* **The problem**: Please copy, exactly as they appear below, the lines from the one containing "M1247,1114L1306,1132L1284,1205L1225,1187Z" through the one containing "M1321,1213L1377,1229L1371,1250L1315,1233Z".

* **Extracted records**:
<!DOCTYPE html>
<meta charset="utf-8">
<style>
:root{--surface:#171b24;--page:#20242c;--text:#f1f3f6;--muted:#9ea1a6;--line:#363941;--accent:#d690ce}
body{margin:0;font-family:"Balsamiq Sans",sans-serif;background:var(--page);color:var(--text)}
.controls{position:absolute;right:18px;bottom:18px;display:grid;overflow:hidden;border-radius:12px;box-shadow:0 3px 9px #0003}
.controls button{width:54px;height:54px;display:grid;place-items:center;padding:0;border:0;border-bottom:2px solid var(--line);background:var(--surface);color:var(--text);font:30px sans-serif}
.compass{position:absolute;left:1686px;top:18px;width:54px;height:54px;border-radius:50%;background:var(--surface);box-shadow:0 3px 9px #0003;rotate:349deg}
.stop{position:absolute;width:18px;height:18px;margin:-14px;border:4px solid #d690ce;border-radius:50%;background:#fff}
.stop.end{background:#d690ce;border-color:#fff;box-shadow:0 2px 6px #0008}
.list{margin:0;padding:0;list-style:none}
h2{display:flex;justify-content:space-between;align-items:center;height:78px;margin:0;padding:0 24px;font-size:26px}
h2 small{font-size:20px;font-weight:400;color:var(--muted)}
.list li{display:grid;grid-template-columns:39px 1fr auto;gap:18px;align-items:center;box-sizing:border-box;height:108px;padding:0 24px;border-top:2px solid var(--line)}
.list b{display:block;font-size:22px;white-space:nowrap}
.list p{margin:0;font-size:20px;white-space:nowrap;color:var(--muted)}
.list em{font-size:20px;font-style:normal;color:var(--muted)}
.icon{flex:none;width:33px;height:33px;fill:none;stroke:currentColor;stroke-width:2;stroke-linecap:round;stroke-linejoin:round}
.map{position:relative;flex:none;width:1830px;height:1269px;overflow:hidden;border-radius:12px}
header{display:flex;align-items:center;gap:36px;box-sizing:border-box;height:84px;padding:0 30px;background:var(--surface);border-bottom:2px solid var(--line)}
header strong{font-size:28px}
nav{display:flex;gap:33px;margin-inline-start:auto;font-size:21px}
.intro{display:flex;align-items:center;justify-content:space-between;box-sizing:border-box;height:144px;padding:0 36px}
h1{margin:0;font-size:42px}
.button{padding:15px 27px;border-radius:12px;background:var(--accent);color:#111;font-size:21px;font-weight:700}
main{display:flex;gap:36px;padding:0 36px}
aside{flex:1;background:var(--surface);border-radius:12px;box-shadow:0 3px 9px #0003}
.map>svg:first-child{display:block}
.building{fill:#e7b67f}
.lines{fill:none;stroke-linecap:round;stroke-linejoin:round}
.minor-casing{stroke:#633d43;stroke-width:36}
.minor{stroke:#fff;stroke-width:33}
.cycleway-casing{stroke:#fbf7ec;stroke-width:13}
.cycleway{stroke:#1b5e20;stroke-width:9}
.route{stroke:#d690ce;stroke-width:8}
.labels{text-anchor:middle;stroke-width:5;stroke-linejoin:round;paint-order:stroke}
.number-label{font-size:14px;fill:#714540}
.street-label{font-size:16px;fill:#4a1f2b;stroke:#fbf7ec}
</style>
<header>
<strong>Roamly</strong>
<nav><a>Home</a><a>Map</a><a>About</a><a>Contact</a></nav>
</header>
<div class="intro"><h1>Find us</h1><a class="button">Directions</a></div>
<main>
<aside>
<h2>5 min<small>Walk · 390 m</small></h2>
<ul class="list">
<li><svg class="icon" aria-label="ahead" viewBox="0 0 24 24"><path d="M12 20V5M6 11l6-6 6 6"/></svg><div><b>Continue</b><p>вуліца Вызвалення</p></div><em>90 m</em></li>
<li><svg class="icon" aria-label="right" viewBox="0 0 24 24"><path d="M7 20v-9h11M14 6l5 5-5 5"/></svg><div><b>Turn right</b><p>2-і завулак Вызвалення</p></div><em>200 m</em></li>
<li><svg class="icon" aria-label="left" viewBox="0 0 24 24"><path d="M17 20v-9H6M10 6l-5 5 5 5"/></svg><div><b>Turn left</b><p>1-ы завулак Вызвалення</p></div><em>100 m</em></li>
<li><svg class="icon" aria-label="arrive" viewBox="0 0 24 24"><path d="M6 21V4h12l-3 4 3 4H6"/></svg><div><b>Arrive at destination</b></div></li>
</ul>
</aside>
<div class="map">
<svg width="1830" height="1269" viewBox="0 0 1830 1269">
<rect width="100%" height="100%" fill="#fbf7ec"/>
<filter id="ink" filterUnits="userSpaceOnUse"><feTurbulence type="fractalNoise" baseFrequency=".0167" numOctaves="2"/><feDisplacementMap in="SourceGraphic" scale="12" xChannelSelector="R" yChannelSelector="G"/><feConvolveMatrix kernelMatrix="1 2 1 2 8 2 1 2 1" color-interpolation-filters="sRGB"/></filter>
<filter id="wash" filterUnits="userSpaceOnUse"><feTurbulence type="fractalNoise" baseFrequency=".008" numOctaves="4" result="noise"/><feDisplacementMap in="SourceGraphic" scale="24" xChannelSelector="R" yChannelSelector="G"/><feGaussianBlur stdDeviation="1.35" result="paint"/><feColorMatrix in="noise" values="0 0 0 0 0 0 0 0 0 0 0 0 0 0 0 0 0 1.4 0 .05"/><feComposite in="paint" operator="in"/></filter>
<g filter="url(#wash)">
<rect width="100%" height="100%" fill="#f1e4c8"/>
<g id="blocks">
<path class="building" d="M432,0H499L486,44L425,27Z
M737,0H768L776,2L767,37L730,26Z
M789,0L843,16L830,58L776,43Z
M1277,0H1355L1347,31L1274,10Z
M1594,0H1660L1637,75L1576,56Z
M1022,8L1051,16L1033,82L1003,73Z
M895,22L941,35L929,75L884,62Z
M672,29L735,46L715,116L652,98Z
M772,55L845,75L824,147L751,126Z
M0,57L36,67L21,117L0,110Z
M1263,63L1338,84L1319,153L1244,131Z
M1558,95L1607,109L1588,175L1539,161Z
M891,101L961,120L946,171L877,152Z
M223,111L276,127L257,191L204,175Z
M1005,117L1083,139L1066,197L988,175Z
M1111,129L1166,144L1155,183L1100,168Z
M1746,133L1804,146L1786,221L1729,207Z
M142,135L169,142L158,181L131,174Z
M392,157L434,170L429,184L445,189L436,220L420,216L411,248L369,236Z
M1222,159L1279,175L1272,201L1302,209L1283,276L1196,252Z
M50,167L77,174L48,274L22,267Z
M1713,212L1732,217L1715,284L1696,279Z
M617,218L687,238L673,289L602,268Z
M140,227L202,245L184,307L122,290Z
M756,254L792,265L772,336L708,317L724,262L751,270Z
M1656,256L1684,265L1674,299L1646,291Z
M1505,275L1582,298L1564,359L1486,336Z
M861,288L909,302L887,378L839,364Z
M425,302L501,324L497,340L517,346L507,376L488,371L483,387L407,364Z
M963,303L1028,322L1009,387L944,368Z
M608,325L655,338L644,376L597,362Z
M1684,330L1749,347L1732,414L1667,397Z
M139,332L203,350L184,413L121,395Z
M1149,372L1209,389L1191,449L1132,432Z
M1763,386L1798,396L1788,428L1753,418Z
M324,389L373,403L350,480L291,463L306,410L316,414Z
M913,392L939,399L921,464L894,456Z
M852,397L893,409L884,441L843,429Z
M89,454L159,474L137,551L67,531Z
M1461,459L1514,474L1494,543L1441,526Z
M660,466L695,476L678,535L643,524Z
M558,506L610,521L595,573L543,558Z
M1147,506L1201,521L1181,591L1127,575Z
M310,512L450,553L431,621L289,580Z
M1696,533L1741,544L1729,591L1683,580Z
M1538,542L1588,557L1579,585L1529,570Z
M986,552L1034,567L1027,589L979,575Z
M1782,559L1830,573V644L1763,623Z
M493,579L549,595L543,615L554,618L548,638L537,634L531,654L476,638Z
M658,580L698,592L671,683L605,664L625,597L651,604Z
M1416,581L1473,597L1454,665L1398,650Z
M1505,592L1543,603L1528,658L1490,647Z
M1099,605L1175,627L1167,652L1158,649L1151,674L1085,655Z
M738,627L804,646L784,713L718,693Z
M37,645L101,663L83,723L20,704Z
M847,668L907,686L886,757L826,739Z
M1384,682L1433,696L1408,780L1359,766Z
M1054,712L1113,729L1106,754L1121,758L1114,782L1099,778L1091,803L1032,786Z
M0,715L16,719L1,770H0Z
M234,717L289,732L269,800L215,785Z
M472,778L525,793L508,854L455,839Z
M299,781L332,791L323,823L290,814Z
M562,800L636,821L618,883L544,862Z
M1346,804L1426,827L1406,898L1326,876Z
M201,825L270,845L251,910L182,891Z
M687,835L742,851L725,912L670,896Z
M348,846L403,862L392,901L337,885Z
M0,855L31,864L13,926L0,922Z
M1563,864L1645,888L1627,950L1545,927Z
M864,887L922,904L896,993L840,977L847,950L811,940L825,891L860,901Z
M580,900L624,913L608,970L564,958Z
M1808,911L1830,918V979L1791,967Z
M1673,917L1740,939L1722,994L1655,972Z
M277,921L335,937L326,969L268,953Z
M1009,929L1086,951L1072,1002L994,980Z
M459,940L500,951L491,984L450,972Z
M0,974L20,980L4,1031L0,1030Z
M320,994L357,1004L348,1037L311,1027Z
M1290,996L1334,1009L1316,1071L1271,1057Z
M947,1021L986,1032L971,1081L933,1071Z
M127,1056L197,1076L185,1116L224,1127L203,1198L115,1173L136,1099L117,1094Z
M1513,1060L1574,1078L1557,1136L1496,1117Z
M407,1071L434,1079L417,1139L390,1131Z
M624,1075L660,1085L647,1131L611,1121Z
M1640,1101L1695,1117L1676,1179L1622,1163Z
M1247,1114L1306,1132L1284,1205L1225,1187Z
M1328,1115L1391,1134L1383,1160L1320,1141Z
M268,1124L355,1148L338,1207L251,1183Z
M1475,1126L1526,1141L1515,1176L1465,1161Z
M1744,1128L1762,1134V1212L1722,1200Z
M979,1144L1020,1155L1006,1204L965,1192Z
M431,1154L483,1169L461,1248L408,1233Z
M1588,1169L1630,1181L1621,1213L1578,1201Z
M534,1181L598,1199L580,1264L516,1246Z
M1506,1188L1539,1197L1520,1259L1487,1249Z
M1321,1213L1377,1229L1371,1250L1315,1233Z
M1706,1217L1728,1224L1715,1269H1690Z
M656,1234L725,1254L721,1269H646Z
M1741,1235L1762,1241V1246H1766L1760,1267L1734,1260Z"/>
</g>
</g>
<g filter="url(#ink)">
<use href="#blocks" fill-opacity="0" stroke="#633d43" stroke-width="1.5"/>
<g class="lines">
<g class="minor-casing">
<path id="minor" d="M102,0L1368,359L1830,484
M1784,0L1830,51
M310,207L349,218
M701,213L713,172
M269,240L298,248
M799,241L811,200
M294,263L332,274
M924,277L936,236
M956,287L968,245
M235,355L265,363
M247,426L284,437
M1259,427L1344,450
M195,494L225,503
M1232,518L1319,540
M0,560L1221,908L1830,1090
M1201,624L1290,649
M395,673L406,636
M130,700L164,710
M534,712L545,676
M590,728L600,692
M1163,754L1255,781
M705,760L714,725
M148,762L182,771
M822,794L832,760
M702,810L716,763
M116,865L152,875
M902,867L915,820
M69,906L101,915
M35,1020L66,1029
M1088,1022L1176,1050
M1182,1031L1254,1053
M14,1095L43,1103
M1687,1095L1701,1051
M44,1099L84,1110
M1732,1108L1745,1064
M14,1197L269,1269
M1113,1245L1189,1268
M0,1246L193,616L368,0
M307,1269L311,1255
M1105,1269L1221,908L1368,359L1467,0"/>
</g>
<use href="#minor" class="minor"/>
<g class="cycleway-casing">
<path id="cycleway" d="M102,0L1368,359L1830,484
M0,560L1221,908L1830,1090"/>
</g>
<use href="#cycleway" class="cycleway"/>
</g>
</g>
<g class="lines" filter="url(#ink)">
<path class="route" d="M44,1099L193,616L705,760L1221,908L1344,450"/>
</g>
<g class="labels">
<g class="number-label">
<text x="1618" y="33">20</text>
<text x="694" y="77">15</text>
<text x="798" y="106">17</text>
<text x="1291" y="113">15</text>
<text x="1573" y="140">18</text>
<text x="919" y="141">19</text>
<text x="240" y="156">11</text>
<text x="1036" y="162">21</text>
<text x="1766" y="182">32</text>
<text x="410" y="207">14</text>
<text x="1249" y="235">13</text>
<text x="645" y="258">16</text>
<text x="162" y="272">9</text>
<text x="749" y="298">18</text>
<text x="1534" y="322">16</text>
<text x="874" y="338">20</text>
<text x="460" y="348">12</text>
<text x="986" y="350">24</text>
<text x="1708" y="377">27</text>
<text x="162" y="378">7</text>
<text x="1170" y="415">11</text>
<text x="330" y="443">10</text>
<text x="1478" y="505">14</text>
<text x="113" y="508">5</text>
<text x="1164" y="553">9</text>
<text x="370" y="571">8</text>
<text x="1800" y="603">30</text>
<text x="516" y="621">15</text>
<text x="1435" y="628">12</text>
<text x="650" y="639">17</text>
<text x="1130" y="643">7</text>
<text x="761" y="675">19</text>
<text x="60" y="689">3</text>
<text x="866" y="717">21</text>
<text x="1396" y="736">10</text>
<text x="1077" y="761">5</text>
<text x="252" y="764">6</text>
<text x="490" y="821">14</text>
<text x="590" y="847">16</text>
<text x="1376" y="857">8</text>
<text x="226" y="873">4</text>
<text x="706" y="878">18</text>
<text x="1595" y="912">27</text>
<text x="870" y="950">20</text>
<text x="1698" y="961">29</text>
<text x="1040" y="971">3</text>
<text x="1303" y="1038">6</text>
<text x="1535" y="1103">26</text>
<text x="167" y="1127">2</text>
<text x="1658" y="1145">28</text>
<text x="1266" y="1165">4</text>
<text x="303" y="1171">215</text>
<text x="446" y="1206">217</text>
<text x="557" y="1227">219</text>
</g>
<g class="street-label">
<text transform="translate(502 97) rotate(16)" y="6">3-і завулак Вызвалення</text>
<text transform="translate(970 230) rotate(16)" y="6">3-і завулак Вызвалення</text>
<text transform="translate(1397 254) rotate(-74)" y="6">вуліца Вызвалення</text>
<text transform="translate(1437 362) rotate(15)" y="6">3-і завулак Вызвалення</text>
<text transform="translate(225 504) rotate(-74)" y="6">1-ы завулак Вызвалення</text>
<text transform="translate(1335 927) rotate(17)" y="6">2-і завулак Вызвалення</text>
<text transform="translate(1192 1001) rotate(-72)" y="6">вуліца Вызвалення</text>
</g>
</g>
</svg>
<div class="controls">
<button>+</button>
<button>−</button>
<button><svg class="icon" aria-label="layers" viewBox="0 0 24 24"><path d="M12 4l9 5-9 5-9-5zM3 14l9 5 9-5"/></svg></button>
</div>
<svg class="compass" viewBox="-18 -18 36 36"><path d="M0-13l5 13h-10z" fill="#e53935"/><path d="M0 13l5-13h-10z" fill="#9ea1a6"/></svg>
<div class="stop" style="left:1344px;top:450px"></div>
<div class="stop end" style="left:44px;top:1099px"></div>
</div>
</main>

* **Exercise response**:
M1247,1114L1306,1132L1284,1205L1225,1187Z
M1328,1115L1391,1134L1383,1160L1320,1141Z
M268,1124L355,1148L338,1207L251,1183Z
M1475,1126L1526,1141L1515,1176L1465,1161Z
M1744,1128L1762,1134V1212L1722,1200Z
M979,1144L1020,1155L1006,1204L965,1192Z
M431,1154L483,1169L461,1248L408,1233Z
M1588,1169L1630,1181L1621,1213L1578,1201Z
M534,1181L598,1199L580,1264L516,1246Z
M1506,1188L1539,1197L1520,1259L1487,1249Z
M1321,1213L1377,1229L1371,1250L1315,1233Z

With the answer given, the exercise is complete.